Given records ▸
=====

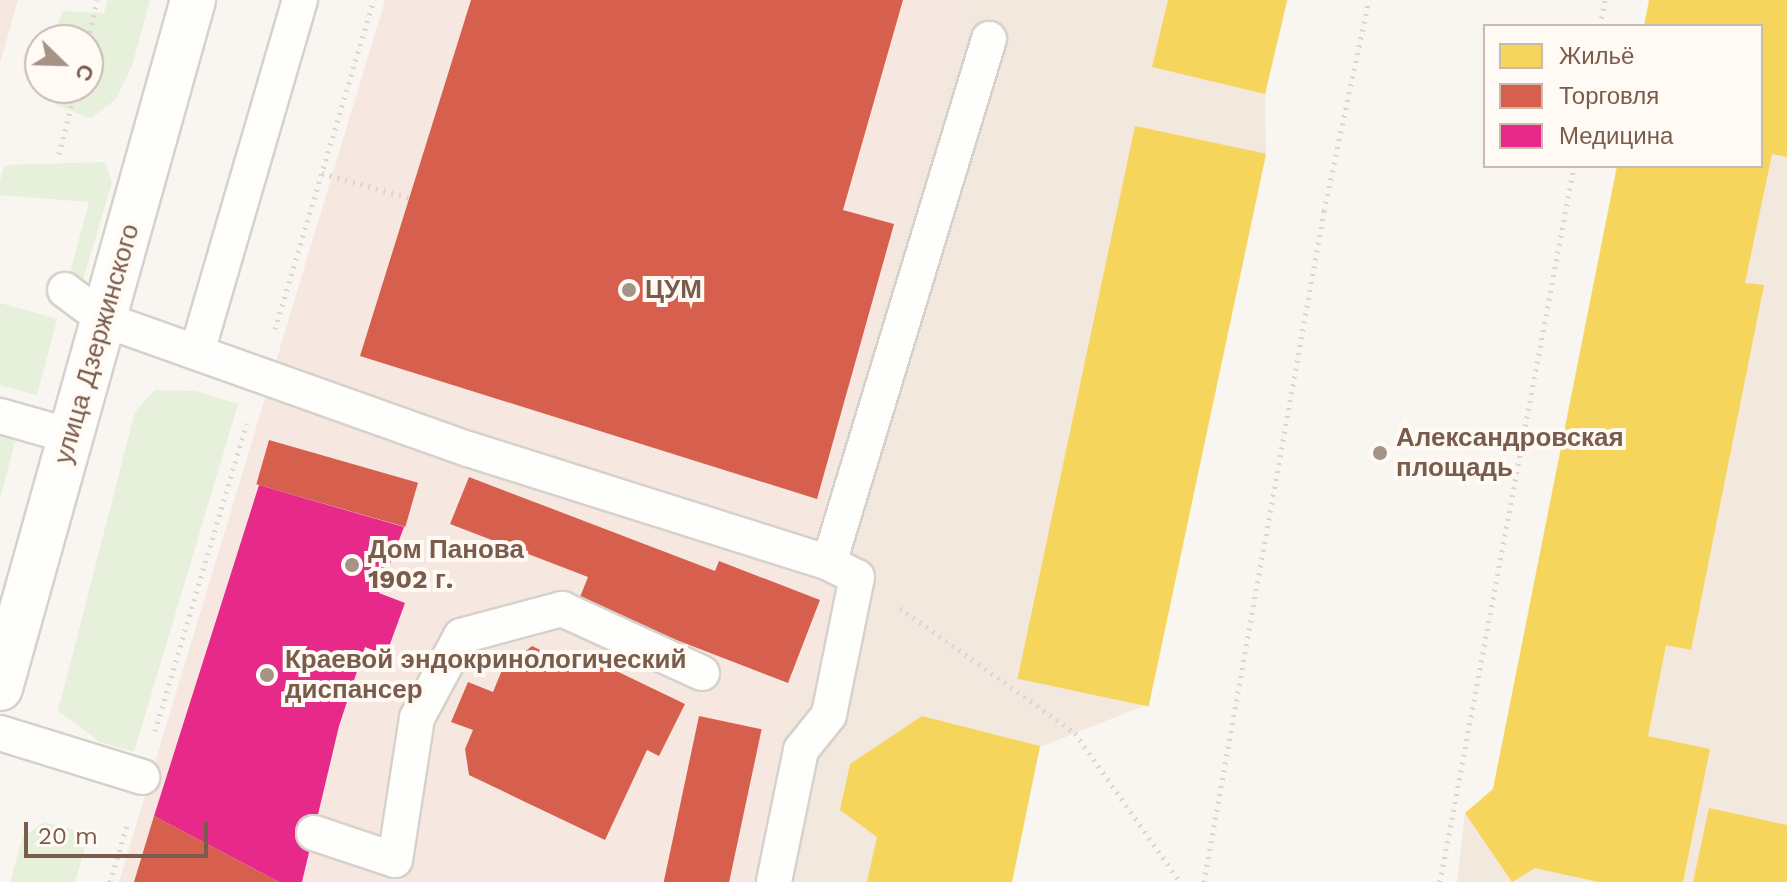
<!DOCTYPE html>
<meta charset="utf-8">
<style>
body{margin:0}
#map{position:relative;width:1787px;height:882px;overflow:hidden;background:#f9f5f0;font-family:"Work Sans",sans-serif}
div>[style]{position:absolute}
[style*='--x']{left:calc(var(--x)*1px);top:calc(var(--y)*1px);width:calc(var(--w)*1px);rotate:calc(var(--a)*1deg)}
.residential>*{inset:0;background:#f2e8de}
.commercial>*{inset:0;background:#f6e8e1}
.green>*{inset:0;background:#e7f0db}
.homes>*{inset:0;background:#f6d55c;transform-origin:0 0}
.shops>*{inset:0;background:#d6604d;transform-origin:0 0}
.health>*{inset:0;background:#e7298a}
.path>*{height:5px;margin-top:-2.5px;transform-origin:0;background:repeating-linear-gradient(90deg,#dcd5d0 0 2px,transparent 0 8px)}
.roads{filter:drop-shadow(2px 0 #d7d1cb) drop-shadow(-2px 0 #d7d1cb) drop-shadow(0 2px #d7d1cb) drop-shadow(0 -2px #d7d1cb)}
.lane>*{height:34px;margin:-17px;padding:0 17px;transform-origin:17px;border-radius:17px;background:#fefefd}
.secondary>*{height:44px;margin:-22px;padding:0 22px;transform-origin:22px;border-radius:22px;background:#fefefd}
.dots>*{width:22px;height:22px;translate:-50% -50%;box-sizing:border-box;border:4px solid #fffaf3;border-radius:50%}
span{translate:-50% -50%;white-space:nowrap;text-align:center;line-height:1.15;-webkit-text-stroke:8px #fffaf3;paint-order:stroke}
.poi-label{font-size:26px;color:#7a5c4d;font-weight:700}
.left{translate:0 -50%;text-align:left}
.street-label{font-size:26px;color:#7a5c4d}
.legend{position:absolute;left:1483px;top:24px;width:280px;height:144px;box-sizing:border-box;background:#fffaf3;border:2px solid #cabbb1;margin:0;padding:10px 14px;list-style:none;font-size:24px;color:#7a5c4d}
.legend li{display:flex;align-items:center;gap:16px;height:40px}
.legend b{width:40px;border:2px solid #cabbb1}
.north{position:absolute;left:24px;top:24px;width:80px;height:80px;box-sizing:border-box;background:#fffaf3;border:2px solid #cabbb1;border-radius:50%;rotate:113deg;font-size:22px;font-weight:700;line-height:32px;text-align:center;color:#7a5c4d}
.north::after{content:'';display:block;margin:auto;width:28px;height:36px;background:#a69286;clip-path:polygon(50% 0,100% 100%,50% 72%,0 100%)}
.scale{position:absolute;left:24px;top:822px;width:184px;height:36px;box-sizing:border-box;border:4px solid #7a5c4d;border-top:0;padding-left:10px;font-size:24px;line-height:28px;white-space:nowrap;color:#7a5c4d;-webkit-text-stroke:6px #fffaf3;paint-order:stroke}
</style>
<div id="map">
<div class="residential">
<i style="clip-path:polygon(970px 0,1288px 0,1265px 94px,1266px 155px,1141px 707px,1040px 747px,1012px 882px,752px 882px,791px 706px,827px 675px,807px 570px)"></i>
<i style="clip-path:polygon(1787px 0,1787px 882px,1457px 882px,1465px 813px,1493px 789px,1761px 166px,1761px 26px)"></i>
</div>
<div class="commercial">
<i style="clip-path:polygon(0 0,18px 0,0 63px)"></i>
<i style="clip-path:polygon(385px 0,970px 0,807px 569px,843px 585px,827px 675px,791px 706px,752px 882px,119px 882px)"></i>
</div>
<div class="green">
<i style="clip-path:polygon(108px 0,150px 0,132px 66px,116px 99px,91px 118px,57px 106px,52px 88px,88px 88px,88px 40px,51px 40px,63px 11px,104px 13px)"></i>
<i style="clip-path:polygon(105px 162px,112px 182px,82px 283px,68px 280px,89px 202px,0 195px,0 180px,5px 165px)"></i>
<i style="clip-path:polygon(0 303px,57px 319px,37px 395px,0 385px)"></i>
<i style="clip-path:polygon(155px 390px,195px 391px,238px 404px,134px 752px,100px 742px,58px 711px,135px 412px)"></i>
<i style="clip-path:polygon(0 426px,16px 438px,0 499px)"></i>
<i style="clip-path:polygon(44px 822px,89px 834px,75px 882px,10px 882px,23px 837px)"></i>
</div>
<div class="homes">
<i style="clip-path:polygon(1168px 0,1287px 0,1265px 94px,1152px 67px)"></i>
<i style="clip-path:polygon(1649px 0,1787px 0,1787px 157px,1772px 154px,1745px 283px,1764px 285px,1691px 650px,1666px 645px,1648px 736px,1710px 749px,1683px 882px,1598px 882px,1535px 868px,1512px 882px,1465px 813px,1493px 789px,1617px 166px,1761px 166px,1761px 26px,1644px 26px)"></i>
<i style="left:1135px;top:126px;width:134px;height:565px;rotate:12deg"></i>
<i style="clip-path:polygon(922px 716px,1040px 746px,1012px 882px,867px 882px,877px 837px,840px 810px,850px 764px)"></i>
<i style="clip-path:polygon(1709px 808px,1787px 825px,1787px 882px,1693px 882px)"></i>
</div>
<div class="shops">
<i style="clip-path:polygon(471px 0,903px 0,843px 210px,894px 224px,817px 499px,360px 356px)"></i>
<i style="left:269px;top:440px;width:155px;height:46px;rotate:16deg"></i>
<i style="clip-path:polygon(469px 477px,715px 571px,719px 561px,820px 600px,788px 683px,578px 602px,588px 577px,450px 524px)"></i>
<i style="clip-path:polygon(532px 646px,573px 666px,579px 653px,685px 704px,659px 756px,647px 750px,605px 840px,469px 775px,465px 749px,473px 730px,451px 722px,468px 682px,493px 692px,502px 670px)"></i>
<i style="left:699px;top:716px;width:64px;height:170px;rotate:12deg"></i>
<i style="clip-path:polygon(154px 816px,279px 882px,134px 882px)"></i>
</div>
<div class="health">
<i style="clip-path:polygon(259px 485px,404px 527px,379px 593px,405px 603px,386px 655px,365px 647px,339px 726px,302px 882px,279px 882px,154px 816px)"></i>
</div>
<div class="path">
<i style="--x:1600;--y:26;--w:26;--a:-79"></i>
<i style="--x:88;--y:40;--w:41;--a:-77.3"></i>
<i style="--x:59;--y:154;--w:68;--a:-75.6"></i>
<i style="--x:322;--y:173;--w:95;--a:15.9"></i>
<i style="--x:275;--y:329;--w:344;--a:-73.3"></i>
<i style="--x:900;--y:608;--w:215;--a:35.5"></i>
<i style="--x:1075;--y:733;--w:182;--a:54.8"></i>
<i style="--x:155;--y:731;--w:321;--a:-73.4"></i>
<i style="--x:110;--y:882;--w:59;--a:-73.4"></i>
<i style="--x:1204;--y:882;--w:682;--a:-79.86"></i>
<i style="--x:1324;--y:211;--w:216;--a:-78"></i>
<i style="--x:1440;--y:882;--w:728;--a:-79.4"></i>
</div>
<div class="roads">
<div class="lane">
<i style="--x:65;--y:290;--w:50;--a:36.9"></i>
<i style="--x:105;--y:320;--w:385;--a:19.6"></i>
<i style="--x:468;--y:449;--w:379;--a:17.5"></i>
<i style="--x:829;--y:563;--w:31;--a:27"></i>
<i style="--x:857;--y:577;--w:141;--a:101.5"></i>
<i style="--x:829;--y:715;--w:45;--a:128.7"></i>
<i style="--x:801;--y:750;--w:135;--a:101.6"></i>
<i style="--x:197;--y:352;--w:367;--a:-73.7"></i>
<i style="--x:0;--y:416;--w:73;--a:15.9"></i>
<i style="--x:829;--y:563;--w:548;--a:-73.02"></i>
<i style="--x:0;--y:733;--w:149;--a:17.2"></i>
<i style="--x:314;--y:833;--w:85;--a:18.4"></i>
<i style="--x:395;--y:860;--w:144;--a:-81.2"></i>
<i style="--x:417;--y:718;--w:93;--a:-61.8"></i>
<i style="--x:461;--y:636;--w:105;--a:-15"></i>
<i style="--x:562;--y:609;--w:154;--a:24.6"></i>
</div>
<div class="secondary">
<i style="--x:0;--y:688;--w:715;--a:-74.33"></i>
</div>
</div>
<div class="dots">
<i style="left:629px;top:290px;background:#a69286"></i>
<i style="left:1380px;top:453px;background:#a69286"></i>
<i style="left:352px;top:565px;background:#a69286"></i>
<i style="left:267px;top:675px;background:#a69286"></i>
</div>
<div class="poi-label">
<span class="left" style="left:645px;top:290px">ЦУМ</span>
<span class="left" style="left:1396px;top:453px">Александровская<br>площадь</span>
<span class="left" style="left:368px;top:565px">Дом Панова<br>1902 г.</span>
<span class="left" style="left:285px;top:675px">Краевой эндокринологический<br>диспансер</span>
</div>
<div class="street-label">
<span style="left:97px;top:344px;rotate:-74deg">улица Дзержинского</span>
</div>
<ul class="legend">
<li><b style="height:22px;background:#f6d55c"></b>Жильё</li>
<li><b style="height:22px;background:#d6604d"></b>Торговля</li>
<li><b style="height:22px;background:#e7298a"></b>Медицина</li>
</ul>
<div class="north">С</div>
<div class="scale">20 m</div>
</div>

=====

Give the lines again exactly, beginning with the first line of the records above and ending with the line that contains "0 #d7d1cb) drop-shadow(-2px", and include no pictures.

Reply to the exercise ▸
<!DOCTYPE html>
<meta charset="utf-8">
<style>
body{margin:0}
#map{position:relative;width:1787px;height:882px;overflow:hidden;background:#f9f5f0;font-family:"Work Sans",sans-serif}
div>[style]{position:absolute}
[style*='--x']{left:calc(var(--x)*1px);top:calc(var(--y)*1px);width:calc(var(--w)*1px);rotate:calc(var(--a)*1deg)}
.residential>*{inset:0;background:#f2e8de}
.commercial>*{inset:0;background:#f6e8e1}
.green>*{inset:0;background:#e7f0db}
.homes>*{inset:0;background:#f6d55c;transform-origin:0 0}
.shops>*{inset:0;background:#d6604d;transform-origin:0 0}
.health>*{inset:0;background:#e7298a}
.path>*{height:5px;margin-top:-2.5px;transform-origin:0;background:repeating-linear-gradient(90deg,#dcd5d0 0 2px,transparent 0 8px)}
.roads{filter:drop-shadow(2px 0 #d7d1cb) drop-shadow(-2px 0 #d7d1cb) drop-shadow(0 2px #d7d1cb) drop-shadow(0 -2px #d7d1cb)}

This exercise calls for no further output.